Friday, March 1, 2002 | 10:01 a.m.

GUIYU, China -- Chen Wu was glad when his village became a dumping ground for discarded computer hardware from the United States.

Salvaging computer parts meant jobs for this rural area of China's southeast -- even if it did poison the drinking water and create an unsightly landscape of broken circuit boards and hard drives.

But Chen's attitude changed two years ago when his 11-year-old daughter grew weak, suffered nose bleeds and was diagnosed with leukemia. Two of her classmates were stricken by the same illness.

Teachers say more than half the students complain of chronic breathing problems.

"We did not care much when outsiders talked about the environmental pollution here. We did not see any harm," said Chen, 50, who works at a drug rehabilitation center. "But now our kids are getting sick."

Environmental groups consider Guiyu, a cluster of five villages in Guangdong province about 150 miles northeast of Hong Kong, a cautionary tale for poor countries that accept high-tech waste.

Over the last decade, these groups say, as much as 80 percent of the old computers, monitors and printers collected for "recycling" in the United States wound up in China, India and Pakistan, according to a report released Monday by environmental groups, documenting the flood of e-waste to the southeaster Chinese villages.

Most of the e-trash, which environmentalists say comes mostly from brokers and recyclers who collect old equipment from larger U.S. businesses, ends up in Guangdong, in Guiyu and other towns.

There, workers rip through the waste -- trashed hardware bearing brand names including Compaq, Apple and IBM -- looking for every reusable part.

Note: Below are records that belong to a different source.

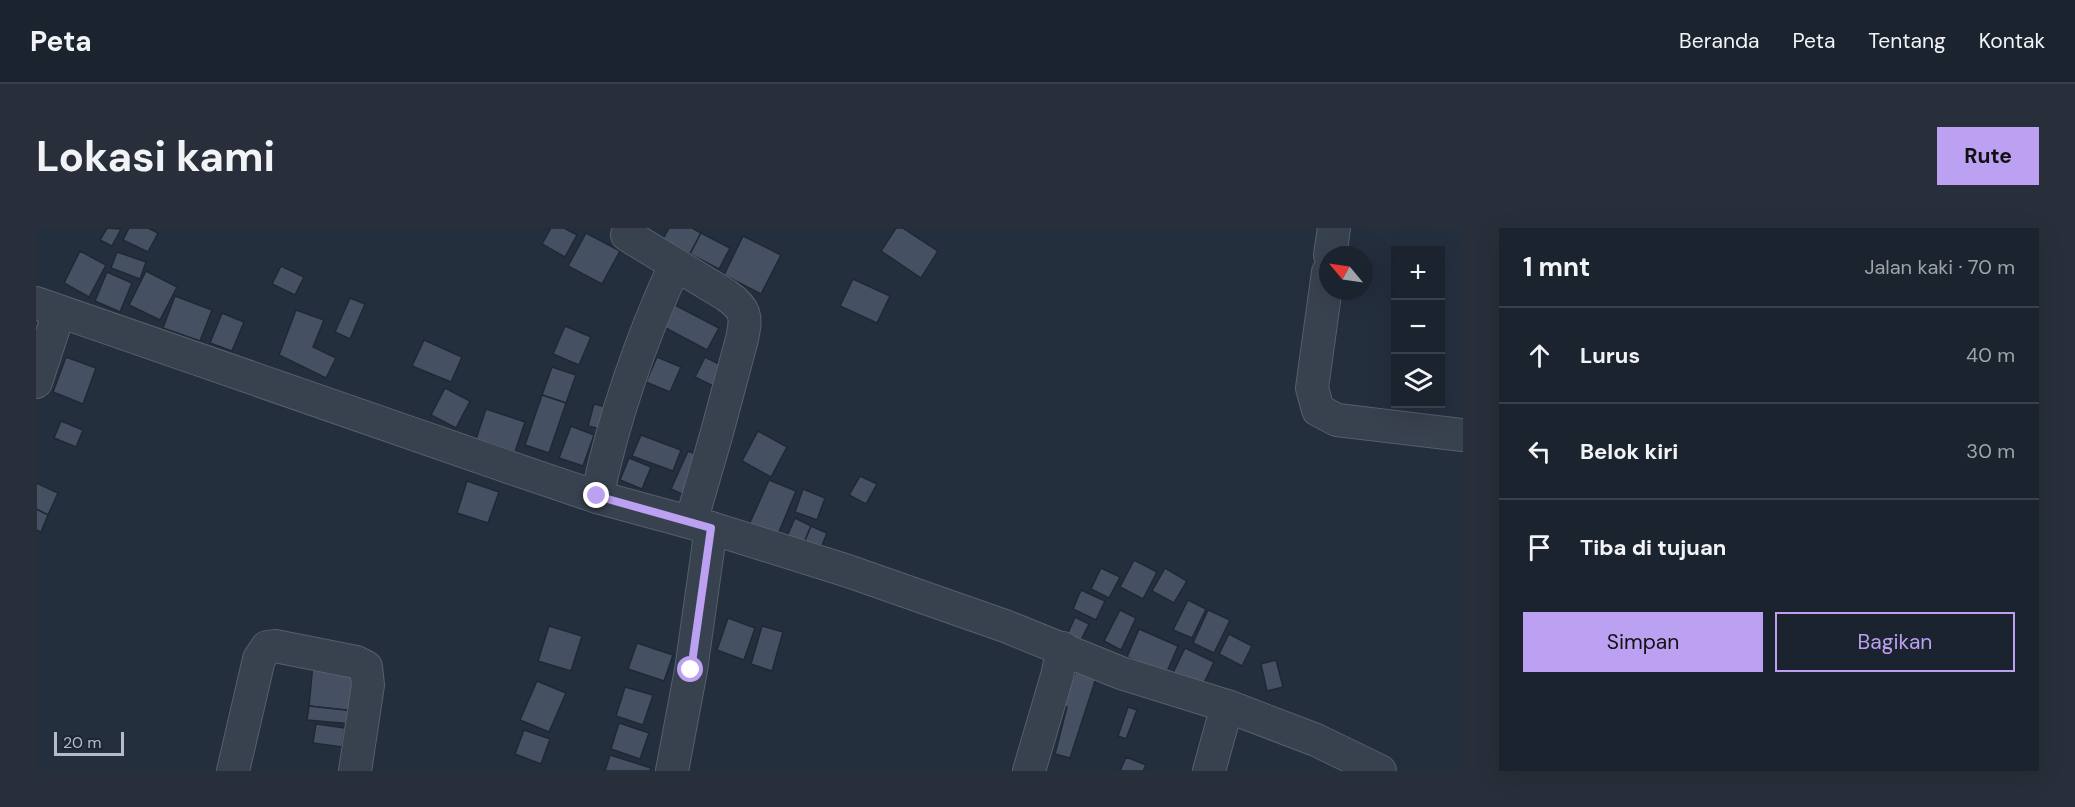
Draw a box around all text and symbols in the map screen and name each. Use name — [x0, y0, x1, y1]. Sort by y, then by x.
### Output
text: Peta — [30, 23, 92, 60]
text: Beranda — [1679, 27, 1760, 55]
text: Peta — [1793, 27, 1835, 55]
text: Tentang — [1868, 27, 1946, 55]
text: Kontak — [1979, 27, 2045, 55]
button: Rute — [1937, 127, 2039, 185]
text: Lokasi kami — [36, 129, 275, 184]
north arrow — [1319, 246, 1373, 300]
map controls — [1391, 246, 1445, 408]
button: + — [1391, 246, 1445, 300]
text: 1 mnt — [1523, 250, 1590, 284]
text: Jalan kaki · 70 m — [1864, 254, 2015, 280]
button: − — [1391, 300, 1445, 354]
icon: ahead — [1523, 339, 1556, 372]
text: Lurus — [1580, 341, 1640, 370]
text: 40 m — [1966, 342, 2015, 368]
button: layers — [1391, 354, 1445, 408]
icon: left — [1523, 435, 1556, 468]
text: Belok kiri — [1580, 437, 1678, 466]
text: 30 m — [1966, 438, 2015, 464]
route end — [583, 482, 609, 508]
icon: arrive — [1523, 531, 1556, 564]
text: Tiba di tujuan — [1580, 533, 1726, 562]
button: Simpan — [1523, 612, 1763, 672]
button: Bagikan — [1775, 612, 2015, 672]
route start — [677, 656, 703, 682]
scale bar — [54, 729, 124, 756]
text: 20 m — [63, 732, 102, 753]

Some components are melted to extract precious metals such as gold and platinum.

What's left -- from sophisticated flat screens to low-grade plastics -- is burned or dumped beside Guiyu's rice paddies and waterways.

Toxic chemicals such as mercury, lead and dioxins are released into the air and water.

The first sign of danger in Guiyu came when fish disappeared from a local river in the early 1990s, not long after the first truckloads of foreign computer waste rolled in.

Chemicals poisoned the wells, so drinking water must now be trucked in.

The odor of burning plastic is so strong that classes at the nearby Dongyuan Middle School must sometimes be halted.

One teacher, who gave only his last name, Guo, said about 60 percent of students and even many teachers cough and have trouble breathing.

"The villagers here are growing richer," he said, "but their wealth is built atop the health of other victims."

This year alone, the United States will export as many as 10.2 million discarded computers to Asia, including about 9 million to China, the environmental groups' report said.

It's hard to tell how much of it will end up in Guiyu, where the local economy has come to depend on computer garbage despite China's 1996 banning of computers and monitors as waste.

Environmental authorities in Shantou, a city with jurisdiction over Guiyu, say they have launched five crackdowns over the last two years, shutting down hundreds of computer waste operations.

But most of these quickly reopened, they concede, often with the help of village officials. The Beijing government has weak control in Guangdong, a region where organized criminal gangs are strong.

Environmentalists estimate the region now has some 2,500 computer waste businesses, mostly family-run. The industry may employ as many as 100,000 people, many of them migrants from elsewhere in China.